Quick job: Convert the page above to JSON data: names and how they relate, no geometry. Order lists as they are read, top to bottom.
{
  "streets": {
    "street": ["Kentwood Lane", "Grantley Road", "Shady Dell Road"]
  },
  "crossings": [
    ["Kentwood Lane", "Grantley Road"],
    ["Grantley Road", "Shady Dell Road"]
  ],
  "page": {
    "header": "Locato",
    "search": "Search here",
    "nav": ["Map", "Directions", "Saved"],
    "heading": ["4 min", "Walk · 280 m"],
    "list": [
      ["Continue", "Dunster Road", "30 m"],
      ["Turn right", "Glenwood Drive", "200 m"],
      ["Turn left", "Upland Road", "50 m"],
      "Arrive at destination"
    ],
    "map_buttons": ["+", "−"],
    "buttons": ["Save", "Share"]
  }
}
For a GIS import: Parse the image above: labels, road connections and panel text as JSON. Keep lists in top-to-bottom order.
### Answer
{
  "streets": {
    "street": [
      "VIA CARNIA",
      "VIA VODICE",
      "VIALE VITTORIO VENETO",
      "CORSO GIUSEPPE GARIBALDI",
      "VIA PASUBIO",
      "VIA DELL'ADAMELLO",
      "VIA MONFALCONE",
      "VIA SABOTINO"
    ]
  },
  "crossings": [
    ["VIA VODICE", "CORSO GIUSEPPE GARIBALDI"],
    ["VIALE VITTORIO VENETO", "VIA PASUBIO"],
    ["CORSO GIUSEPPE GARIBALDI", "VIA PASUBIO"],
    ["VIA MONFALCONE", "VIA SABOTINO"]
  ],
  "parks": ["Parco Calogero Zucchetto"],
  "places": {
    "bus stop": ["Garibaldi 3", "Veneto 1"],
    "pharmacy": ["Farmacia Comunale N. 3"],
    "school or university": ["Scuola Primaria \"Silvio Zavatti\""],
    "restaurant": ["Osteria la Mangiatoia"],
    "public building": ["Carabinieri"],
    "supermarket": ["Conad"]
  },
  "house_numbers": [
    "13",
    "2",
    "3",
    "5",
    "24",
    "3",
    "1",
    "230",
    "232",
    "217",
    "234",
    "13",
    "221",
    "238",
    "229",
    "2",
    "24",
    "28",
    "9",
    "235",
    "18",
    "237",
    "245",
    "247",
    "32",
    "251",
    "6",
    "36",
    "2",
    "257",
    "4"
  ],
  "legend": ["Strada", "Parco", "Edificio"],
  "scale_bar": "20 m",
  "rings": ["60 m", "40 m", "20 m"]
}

_WORK REQUIRED:_ In the listing, find all lines with the string "CORSO" and copy them.

_EXERCISE SOLUTION:_
      "CORSO GIUSEPPE GARIBALDI",
    ["VIA VODICE", "CORSO GIUSEPPE GARIBALDI"],
    ["CORSO GIUSEPPE GARIBALDI", "VIA PASUBIO"],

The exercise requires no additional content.